Assigned task: Find the lines in the records that carry the word "const". Copy each one.

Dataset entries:
=== Section Start ===

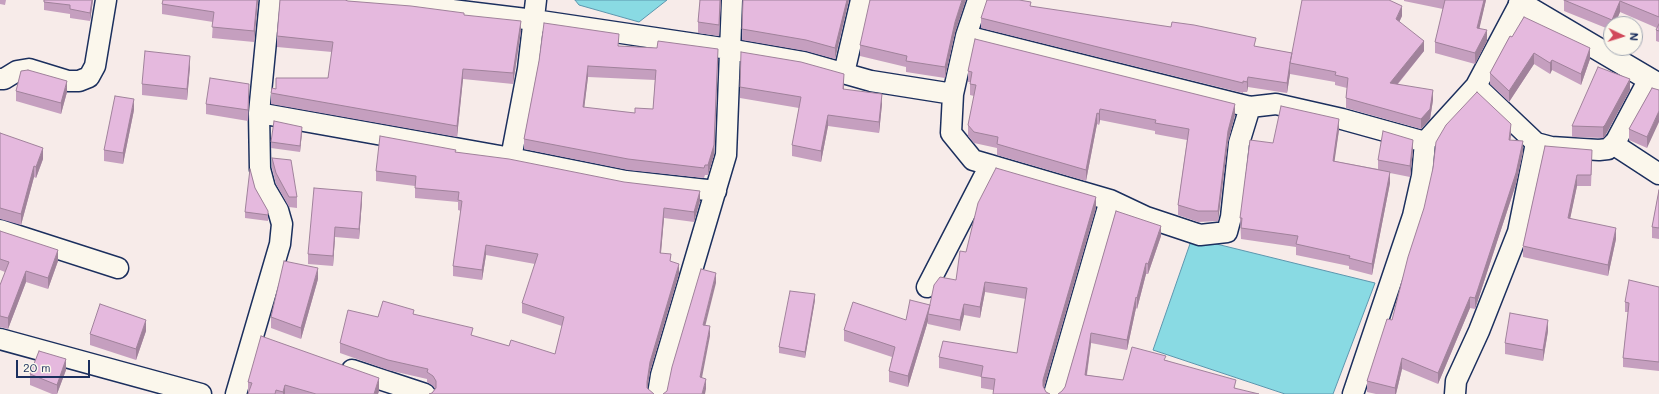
<!DOCTYPE html>
<html>
<head>
<meta charset="utf-8">
<style>
  body { margin:0 }
  #map { position:relative; width:1659px; height:394px; overflow:hidden; background:#f7ebe9; font-family:Mali,sans-serif }
  canvas { display:block }
  .north { position:absolute; left:1603px; top:16px; width:40px; height:40px; box-sizing:border-box; background:#fbf7ec; border:1px solid #a1a7b3; border-radius:50%; rotate:94deg; font-size:11px; font-weight:700; line-height:16px; text-align:center; color:#1b2f5e }
  .north::after { content:''; display:block; margin:auto; width:14px; height:18px; background:#d1495b; clip-path:polygon(50% 0,100% 100%,50% 72%,0 100%) }
  .scale { position:absolute; left:16px; top:360px; width:74px; height:18px; box-sizing:border-box; border:2px solid #1b2f5e; border-top:0; padding-left:5px; font-size:12px; line-height:14px; white-space:nowrap; color:#1b2f5e; -webkit-text-stroke:3px #fbf7ec; paint-order:stroke }
</style>
</head>
<body>
<div id="map">
<canvas width="1659" height="394"></canvas>
<div class="north">N</div>
<div class="scale">20 m</div>
</div>
<script>
const c = document.querySelector('canvas').getContext('2d');
c.lineJoin = 'round';
function fill(path, color) {
  c.fillStyle = color;
  c.fill(path, 'evenodd');
}
function poly(rows) {
  const path = new Path2D();
  for (const r of rows) {
    path.moveTo(r[0], r[1]);
    for (let i = 2; i < r.length; i += 2) path.lineTo(r[i], r[i + 1]);
  }
  return path;
}
function strokePath(path, color, width, dash) {
  c.strokeStyle = color;
  c.lineWidth = width;
  c.lineCap = dash ? 'butt' : 'round';
  c.setLineDash(dash || []);
  c.stroke(path);
}
const water = poly([
  [575,0,667,0,639,22,579,5,575,0],
  [1192,238,1375,283,1333,394,1285,394,1153,350,1192,238]
]);
fill(water, '#89dae3');
strokePath(water, '#5d96ae', 1);
const street = poly([
  [349,0,412,5,534,20,729,49,804,62,871,81,953,94,951,133,973,160,1110,200,1054,394],
  [966,36,1250,107],
  [844,73,861,0],
  [0,79,4,79,17,71,29,69,68,81,79,81,89,77,95,66,106,0],
  [1476,86,1536,143,1551,147,1599,150,1608,149,1616,141,1649,79],
  [953,94,966,36,978,0],
  [259,113,511,158,626,181,716,191],
  [1613,144,1659,174],
  [511,158,528,69,536,0],
  [1110,200,1146,217,1200,235,1227,232,1231,217,1239,143,1250,107,1276,104,1342,119,1425,142,1476,86,1520,3],
  [0,230,118,268],
  [927,287,990,165],
  [0,339,201,394],
  [352,370,425,394],
  [236,394,280,244,282,224,278,210,265,188,260,169,259,113,270,0],
  [658,394,661,375,726,155,732,0],
  [1353,394,1413,216,1422,176,1425,142],
  [1455,394,1456,381,1479,331,1518,232,1536,143]
]);
const secondary = poly([
  [1521,0,1520,3,1659,85]
]);
strokePath(street, '#1b2f5e', 23);
strokePath(secondary, '#1b2f5e', 25);
strokePath(street, '#fbf7ec', 20);
strokePath(secondary, '#fbf7ec', 22);
fill(poly([
  [0,0,6,0,5,5,0,4],
  [44,0,93,0,90,21,70,18,70,14,44,10],
  [258,0,254,42,212,38,213,22,162,14,162,4],
  [700,0,721,0,719,36,698,33,698,22],
  [743,0,849,0,835,59,806,51,742,40],
  [1404,0,1486,0,1479,28,1487,41,1475,64,1435,53,1435,42,1443,9,1404,1],
  [1564,0,1659,0,1659,42,1656,41,1656,30,1657,28,1620,12,1615,24,1611,24,1611,30,1564,11],
  [348,1,464,15,521,31,513,84,463,79,457,137,271,104,271,93,276,89,328,78,332,52,277,47,277,36],
  [1031,6,1292,53,1402,16,1399,22,1424,51,1398,84,1433,100,1430,119,1421,129,1346,108,1346,98,1347,88,1335,85,1335,82,1290,74,1287,93,1248,87,1247,92,1243,92,1243,93,981,28,981,18],
  [955,33,945,78,906,72,906,67,860,56,860,45],
  [1510,36,1590,59,1581,85,1552,70,1550,74,1534,64,1509,102,1490,84,1490,73],
  [619,46,718,59,714,155,708,175,705,175,704,178,628,170,524,149,524,139,539,61],
  [588,77,655,80,653,109,635,113,584,108],
  [190,67,187,100,142,95,142,84],
  [968,71,1235,115,1228,142,1218,221,1198,222,1178,215,1178,205,1187,140,1155,134,1155,131,1100,120,1099,125,1097,124,1086,181,997,155,997,148,974,143,968,136,968,125,974,96,970,95,970,82,968,82],
  [844,85,844,90,882,104,879,133,828,126,821,162,792,156,792,145,799,108,740,98,740,87],
  [1652,88,1647,148,1629,140,1629,129],
  [1630,90,1605,136,1603,138,1572,137,1572,126],
  [16,91,67,92,61,114,16,101],
  [249,95,248,121,206,114,206,104],
  [134,110,123,164,104,161,104,150],
  [1339,130,1334,161,1378,169,1378,160,1413,151,1410,177,1390,173,1390,183,1372,275,1349,269,1349,266,1296,255,1296,247,1241,239,1240,218,1273,143],
  [302,132,300,152,271,148,271,142],
  [0,133,43,159,36,178,34,177,21,225,0,219],
  [1511,135,1510,140,1523,152,1516,184,1475,309,1470,308,1438,384,1402,369,1396,394,1376,394,1367,392,1367,381,1392,320],
  [1545,146,1592,161,1591,186,1577,186,1570,218,1616,239,1608,276,1523,257,1523,246],
  [456,152,700,201,694,222,664,218,661,253,671,262,679,274,650,372,647,388,432,393,435,389,433,386,427,382,427,379,388,370,340,353,340,343,378,317,414,314,473,336,509,346,555,354,562,326,522,313,522,303,535,264,486,255,482,280,453,276,453,266,461,211,458,210,458,202,415,198,415,186,376,181,376,171],
  [272,158,297,197,297,208,289,207,276,184,272,168],
  [255,188,268,211,268,221,245,218,245,212],
  [1659,190,1659,239,1652,238,1652,227],
  [362,201,359,239,335,237,333,266,308,264,308,254],
  [1096,208,1044,388,993,390,981,388,981,377,939,368,939,357,1017,353,1026,299,985,292,980,318,964,315,960,331,928,324,928,321,908,387,889,382,889,371,892,357,844,341,844,330,906,320,930,305,956,280,966,252],
  [1116,211,1161,236,1148,274,1146,274,1137,309,1136,308,1127,350,1091,343,1087,375,1123,380,1166,360,1236,388,1062,391,1065,387],
  [0,231,58,261,48,289,26,282,8,329,0,327,0,285,5,272,0,270],
  [318,279,301,339,271,328,271,317],
  [1659,287,1659,371,1623,367,1623,358,1628,312,1625,312,1625,302],
  [815,300,805,358,779,353,779,347],
  [146,331,136,360,90,345,90,334],
  [1548,331,1543,361,1505,354,1505,343],
  [66,370,57,394,52,394,30,385,30,374],
  [248,382,379,391,378,394,248,394]
]), '#c59fbf');
fill(poly([
  [92,0,93,0,90,21,90,13],
  [257,0,258,0,254,42,254,31],
  [720,0,721,0,719,36,719,25],
  [847,0,849,0,835,59,835,48],
  [962,0,966,0,955,33,945,78,945,67,955,22],
  [1484,0,1486,0,1477,39,1477,28],
  [1620,1,1620,12,1615,24,1612,24,1612,20],
  [1402,6,1402,16,1396,29,1396,19],
  [521,21,521,31,513,84,513,73],
  [1487,30,1487,41,1475,64,1475,53],
  [1424,41,1424,51,1390,93,1390,83],
  [1590,48,1590,59,1581,85,1581,74],
  [718,49,714,155,708,175,708,165],
  [1534,53,1534,64,1509,102,1509,91],
  [190,56,190,67,187,100,187,89],
  [1552,60,1552,70,1550,74,1550,63],
  [1290,63,1290,74,1287,93,1287,83],
  [588,66,588,77,583,118,583,107],
  [463,69,463,79,457,137,457,126],
  [844,74,844,85,843,100,843,89],
  [1248,77,1248,87,1247,92,1247,82],
  [1630,79,1630,90,1605,136,1603,138,1603,127],
  [67,81,67,92,61,114,61,103],
  [249,84,249,95,248,121,248,110],
  [1433,90,1433,100,1430,119,1421,129,1421,119],
  [882,94,882,104,879,133,879,122],
  [134,99,134,110,123,164,123,153],
  [1235,104,1235,115,1228,142,1218,221,1218,211,1228,131],
  [1100,109,1100,120,1099,125,1099,114],
  [1659,111,1659,122,1647,148,1647,137],
  [1097,113,1097,124,1086,181,1086,170],
  [828,115,828,126,821,162,821,151],
  [1339,119,1339,130,1333,172,1333,161],
  [1511,124,1511,135,1509,151,1509,140],
  [302,127,302,132,300,152,300,146],
  [1413,140,1413,151,1410,177,1410,166],
  [1523,141,1523,152,1516,184,1475,309,1475,298],
  [43,148,43,159,36,178,36,167],
  [34,166,34,177,21,225,21,214],
  [1390,172,1390,183,1372,275,1372,264],
  [1577,175,1577,186,1568,229,1568,218],
  [700,191,700,201,694,222,694,212],
  [362,192,362,201,359,239,359,229],
  [1096,197,1096,208,1043,391,1043,380],
  [664,208,664,218,660,263,660,253],
  [1161,226,1161,236,1148,274,1148,264],
  [335,227,335,237,333,266,333,256],
  [1616,228,1616,239,1608,276,1608,265],
  [486,245,486,255,482,280,482,270],
  [58,250,58,261,48,289,48,278],
  [1146,263,1146,274,1137,309,1137,298],
  [679,264,679,274,650,372,647,392,647,382,650,362],
  [318,268,318,279,301,339,301,328],
  [26,271,26,282,8,329,8,318],
  [716,273,716,283,703,335,703,325],
  [985,282,985,292,980,318,980,307],
  [815,294,815,300,805,358,805,352],
  [1136,297,1136,308,1127,350,1127,340],
  [1470,297,1470,308,1438,384,1438,373],
  [964,304,964,315,960,331,960,320],
  [930,305,928,314,928,321,908,387,908,376],
  [146,320,146,331,136,360,136,349],
  [1548,320,1548,331,1543,361,1543,350],
  [710,326,710,336,700,388,700,377],
  [1091,333,1091,343,1085,386,1085,375],
  [1402,358,1402,369,1396,394,1395,394,1395,388],
  [66,359,66,370,57,394,57,385],
  [379,378,379,391,378,394,374,394],
  [706,379,706,389,705,394,702,394],
  [285,385,285,394,283,394,283,392]
]), '#a0829b');
const building = poly([
  [44,0,92,0,90,13,70,9,70,5,44,2,44,0],
  [163,0,257,0,254,31,212,27,214,12,162,4,163,0],
  [280,0,345,0,348,1,411,6,464,13,464,15,521,21,513,73,463,69,457,126,271,93,272,88,276,89,276,78,328,78,333,42,277,36,280,0],
  [700,0,720,0,719,25,698,22,700,0],
  [743,0,847,0,835,48,806,40,742,29,743,0],
  [870,0,962,0,955,22,945,67,906,61,907,56,860,45,870,0],
  [987,0,1019,0,1031,2,1030,6,1171,27,1172,22,1194,25,1256,38,1254,46,1292,53,1290,63,1302,0,1389,0,1402,6,1396,19,1424,41,1390,83,1433,90,1430,109,1421,119,1346,98,1348,78,1335,75,1336,72,1290,63,1287,83,1248,77,1247,82,1243,81,1243,83,981,18,987,0],
  [1445,0,1484,0,1477,28,1487,30,1475,53,1435,42,1445,0],
  [1564,0,1659,0,1659,17,1620,1,1612,20,1564,0],
  [1524,17,1590,48,1581,74,1552,60,1550,63,1534,53,1509,91,1490,73,1510,36,1512,37,1524,17],
  [544,23,619,34,618,46,657,48,658,41,718,49,714,145,708,165,705,165,704,168,628,159,524,139,539,61,544,23],
  [588,66,656,70,653,109,635,108,635,113,583,107,588,66],
  [1659,24,1659,31,1656,30,1659,24],
  [975,39,1235,104,1228,131,1218,211,1198,211,1178,205,1189,129,1155,123,1156,120,1100,109,1099,114,1097,113,1086,170,997,144,998,137,974,132,968,125,976,85,970,84,972,72,968,71,975,39],
  [145,51,190,56,187,89,142,84,145,51],
  [741,52,801,62,844,74,843,89,882,94,879,122,828,115,821,151,792,145,801,97,740,87,741,52],
  [1598,67,1630,79,1605,125,1603,127,1572,126,1598,67],
  [28,70,67,81,61,103,16,91,21,71,28,70],
  [210,78,249,84,248,110,206,104,210,78],
  [1652,88,1659,90,1659,111,1647,137,1629,129,1652,88],
  [1477,92,1511,124,1509,140,1523,141,1516,173,1475,298,1470,297,1438,373,1402,358,1395,388,1367,381,1387,319,1392,320,1408,257,1424,208,1433,168,1436,142,1446,125,1477,92],
  [115,96,134,99,123,153,104,150,115,96],
  [1281,106,1339,119,1333,161,1390,172,1372,264,1349,258,1350,256,1296,244,1298,236,1241,228,1242,218,1240,218,1250,140,1273,143,1281,106],
  [274,121,302,127,300,146,271,142,274,121],
  [1383,131,1413,140,1410,166,1378,160,1383,131],
  [0,133,43,148,36,167,34,166,21,214,0,208,0,133],
  [380,136,456,150,455,152,509,159,624,182,700,191,694,212,664,208,660,253,671,254,670,261,679,264,650,362,647,382,647,388,654,394,429,394,432,393,436,388,436,381,433,376,427,372,428,369,388,360,340,343,348,310,378,317,383,301,414,310,413,314,473,328,471,335,509,346,511,340,555,354,564,317,522,303,538,254,486,245,482,270,453,266,462,201,458,200,459,192,415,188,416,176,376,171,380,136],
  [1545,146,1592,150,1591,175,1577,175,1568,218,1616,228,1608,265,1523,246,1545,146],
  [272,158,291,160,297,197,289,197,276,173,272,158],
  [996,168,1096,197,1043,380,1043,386,1046,392,1050,394,993,394,995,379,981,377,983,366,939,357,943,341,1017,353,1027,288,985,282,980,307,964,304,960,320,928,314,934,285,940,277,956,280,960,251,966,252,978,203,996,168],
  [250,169,255,188,268,211,268,215,245,212,250,169],
  [314,188,362,192,359,229,335,227,333,256,308,254,314,188],
  [1659,190,1659,228,1652,227,1659,190],
  [1116,211,1161,226,1148,264,1146,263,1137,298,1136,297,1127,340,1091,333,1085,375,1123,380,1132,347,1166,356,1164,360,1236,380,1234,388,1259,394,1058,394,1062,391,1065,387,1116,211],
  [0,231,58,250,48,278,26,271,8,318,0,316,0,285,9,262,0,259,0,231],
  [284,261,318,268,301,328,271,317,284,261],
  [701,269,716,273,703,325,710,326,700,377,706,379,702,394,663,394,667,391,672,367,701,269],
  [1629,280,1659,287,1659,362,1623,358,1629,303,1625,302,1629,280],
  [790,291,815,294,805,352,779,347,790,291],
  [910,300,930,305,908,376,889,371,895,347,844,330,853,302,906,320,910,300],
  [100,304,146,320,136,349,90,334,100,304],
  [1510,313,1548,320,1543,350,1505,343,1510,313],
  [261,336,379,378,374,394,316,394,285,385,283,392,276,390,275,394,248,394,252,383,248,382,261,336],
  [39,351,66,359,57,385,30,374,39,351]
]);
fill(building, '#e5b9de');
strokePath(building, '#a0829b', 1);
</script>
</body>
</html>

=== Section End ===

Answer to this problem:
const c = document.querySelector('canvas').getContext('2d');
  const path = new Path2D();
  for (const r of rows) {
const water = poly([
const street = poly([
const secondary = poly([
const building = poly([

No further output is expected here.